Tory Plans to Restrict Judicial Review Will Weaken the Rule of Law

Proposals undermine government accountability. Wonder why that's a goal of any government? Answer: They do not want to be held to account for their actions

Proposals to restrict judicial review are an affront to the principles of fairness and government accountability and should be dropped, a cross-party group of MPs and peers has said.

In a letter to the justice secretary, Robert Buckland, the signatories, including Liberal Democrat, Labour, Green party and Scottish National party MPs, say changes to the way legal challenges against the government can be brought are unjustified.

After a four-week consultation, the government confirmed in the Queen’s speech that it would press ahead with a judicial review bill, legislating to “restore the balance of power between the executive, legislature and the courts”.

In their letter to Buckland, the Lib Dem leader, Ed Davey, Labour’s Clive Lewis, the SNP’s Joanna Cherry QC, the Green MP Caroline Lucas and 28 others say the proposals:

“would weaken both individuals and the courts, and effectively put government actions beyond the reach of the law.

“Together, these changes would make it much harder for people to put things right when mistakes are made or governments overstep their bounds. They would undermine the rule of law and the crucial principles of fairness and accountability.”

A judicial review is a court proceeding where a judge examines the lawfulness of an action or a decision of a public body.
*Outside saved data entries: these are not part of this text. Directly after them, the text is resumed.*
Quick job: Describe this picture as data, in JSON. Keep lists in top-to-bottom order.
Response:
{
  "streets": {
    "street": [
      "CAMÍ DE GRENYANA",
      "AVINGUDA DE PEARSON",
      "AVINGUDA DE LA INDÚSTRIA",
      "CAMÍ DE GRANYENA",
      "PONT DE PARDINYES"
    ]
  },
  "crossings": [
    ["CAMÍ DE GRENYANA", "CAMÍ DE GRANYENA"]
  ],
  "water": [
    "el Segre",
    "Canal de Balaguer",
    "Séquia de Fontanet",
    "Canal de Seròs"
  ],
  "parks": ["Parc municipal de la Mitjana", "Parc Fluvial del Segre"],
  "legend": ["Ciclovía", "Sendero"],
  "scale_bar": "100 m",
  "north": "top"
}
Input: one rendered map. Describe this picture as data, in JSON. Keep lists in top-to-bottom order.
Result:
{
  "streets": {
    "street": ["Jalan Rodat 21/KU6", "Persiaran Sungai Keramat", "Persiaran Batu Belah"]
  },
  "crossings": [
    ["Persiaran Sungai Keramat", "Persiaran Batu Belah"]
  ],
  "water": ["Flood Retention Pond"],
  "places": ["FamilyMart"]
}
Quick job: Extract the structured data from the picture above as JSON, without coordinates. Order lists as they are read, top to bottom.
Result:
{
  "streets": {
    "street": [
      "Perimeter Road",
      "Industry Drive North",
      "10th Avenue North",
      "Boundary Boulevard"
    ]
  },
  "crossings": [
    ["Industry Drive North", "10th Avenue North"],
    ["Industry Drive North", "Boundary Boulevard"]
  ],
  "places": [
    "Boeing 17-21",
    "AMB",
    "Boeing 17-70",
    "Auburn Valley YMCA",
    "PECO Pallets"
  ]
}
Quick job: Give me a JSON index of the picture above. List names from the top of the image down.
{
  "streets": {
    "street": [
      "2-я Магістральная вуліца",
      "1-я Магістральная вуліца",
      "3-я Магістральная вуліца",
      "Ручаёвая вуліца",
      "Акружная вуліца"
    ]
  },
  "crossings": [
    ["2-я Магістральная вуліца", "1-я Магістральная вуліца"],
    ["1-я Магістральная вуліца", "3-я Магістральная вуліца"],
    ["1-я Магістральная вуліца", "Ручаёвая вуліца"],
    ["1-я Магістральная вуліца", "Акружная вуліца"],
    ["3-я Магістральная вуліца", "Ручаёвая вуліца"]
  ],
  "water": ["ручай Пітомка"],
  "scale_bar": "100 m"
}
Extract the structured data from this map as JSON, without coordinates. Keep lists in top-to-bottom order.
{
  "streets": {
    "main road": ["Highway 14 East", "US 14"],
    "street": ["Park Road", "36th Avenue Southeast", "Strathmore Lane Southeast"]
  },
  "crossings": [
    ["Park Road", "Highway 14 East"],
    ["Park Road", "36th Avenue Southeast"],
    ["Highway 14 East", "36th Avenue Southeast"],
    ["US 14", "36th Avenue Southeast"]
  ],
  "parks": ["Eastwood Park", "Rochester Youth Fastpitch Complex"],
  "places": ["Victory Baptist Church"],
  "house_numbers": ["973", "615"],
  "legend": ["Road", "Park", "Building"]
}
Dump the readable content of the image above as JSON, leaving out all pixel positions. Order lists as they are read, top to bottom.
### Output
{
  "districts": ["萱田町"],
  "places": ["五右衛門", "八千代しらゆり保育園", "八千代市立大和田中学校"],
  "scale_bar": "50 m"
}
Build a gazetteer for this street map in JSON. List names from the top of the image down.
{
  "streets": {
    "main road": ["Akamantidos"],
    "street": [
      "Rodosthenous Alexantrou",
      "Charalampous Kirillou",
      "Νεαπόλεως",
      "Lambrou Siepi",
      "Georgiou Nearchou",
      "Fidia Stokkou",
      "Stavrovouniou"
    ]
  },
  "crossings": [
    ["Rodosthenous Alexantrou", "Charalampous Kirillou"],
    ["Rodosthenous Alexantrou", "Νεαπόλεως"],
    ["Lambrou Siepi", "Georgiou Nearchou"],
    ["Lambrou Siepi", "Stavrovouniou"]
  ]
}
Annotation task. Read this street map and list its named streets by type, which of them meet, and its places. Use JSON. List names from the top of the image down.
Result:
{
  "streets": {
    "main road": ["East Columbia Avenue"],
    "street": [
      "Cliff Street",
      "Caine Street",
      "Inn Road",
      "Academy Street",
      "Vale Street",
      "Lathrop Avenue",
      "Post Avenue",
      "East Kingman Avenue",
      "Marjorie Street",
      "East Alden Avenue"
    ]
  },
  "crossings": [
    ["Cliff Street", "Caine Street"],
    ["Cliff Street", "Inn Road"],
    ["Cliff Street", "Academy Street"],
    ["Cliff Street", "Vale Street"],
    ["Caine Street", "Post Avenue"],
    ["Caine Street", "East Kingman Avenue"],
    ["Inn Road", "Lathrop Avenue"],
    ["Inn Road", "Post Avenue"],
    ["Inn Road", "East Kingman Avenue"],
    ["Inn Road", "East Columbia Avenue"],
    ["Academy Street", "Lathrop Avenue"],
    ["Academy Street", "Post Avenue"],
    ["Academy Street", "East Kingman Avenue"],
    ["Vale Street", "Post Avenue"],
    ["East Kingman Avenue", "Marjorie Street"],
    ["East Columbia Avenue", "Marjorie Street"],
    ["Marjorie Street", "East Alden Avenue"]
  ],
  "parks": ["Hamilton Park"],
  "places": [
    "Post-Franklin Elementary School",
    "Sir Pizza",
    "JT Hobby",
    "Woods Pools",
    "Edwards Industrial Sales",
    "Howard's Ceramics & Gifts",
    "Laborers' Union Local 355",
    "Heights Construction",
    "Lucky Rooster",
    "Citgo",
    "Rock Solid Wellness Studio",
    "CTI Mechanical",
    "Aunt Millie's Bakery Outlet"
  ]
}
The judicial review looks at the way a decision has been reached, rather than the rights and wrongs of that decision.

The letter, also signed by Plaid Cymru, Democratic Unionist party and Alliance party MPs, says the changes are based on a “false claim” by the government that a panel led by Lord Faulks QC had found that courts in judicial review cases had become more prone “to edge away from a strictly supervisory jurisdiction”.

Faulks has since said the panel did not identify such a “trend” and “was not ultimately convinced that judicial review needed radical reform”. The Bar Council, Law Society, Constitutional and Administrative Law Association, Liberty, Justice and the Public Law Project have all pointed out this disconnect with Faulks’s review, the letter says.